# Your goal
The lines to retype are the one with "Input: one rendered" and all that follow it to the end of the entries below; copy them exactly and nothing else.

Collected data entries

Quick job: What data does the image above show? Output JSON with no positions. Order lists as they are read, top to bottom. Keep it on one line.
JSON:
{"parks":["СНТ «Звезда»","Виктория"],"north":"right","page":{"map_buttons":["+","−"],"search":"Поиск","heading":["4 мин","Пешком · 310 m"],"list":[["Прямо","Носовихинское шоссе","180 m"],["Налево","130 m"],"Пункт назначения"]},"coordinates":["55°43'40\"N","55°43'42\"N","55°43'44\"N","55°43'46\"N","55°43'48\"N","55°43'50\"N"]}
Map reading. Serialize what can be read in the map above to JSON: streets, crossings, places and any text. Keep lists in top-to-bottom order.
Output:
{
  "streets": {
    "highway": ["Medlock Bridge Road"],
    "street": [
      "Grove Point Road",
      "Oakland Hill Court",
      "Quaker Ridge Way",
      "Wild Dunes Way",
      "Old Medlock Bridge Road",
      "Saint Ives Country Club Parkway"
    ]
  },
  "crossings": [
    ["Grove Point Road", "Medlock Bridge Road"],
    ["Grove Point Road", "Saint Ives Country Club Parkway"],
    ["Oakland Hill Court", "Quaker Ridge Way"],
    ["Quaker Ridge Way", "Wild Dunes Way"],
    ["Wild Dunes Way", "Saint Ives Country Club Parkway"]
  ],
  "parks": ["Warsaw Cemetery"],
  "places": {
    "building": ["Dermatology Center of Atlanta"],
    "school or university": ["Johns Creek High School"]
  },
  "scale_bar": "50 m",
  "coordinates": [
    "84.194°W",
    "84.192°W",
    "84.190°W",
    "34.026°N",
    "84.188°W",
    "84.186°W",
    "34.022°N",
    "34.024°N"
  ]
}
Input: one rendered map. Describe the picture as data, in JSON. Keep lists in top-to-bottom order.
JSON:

# Answer area
Input: one rendered map. Describe the picture as data, in JSON. Keep lists in top-to-bottom order.
JSON:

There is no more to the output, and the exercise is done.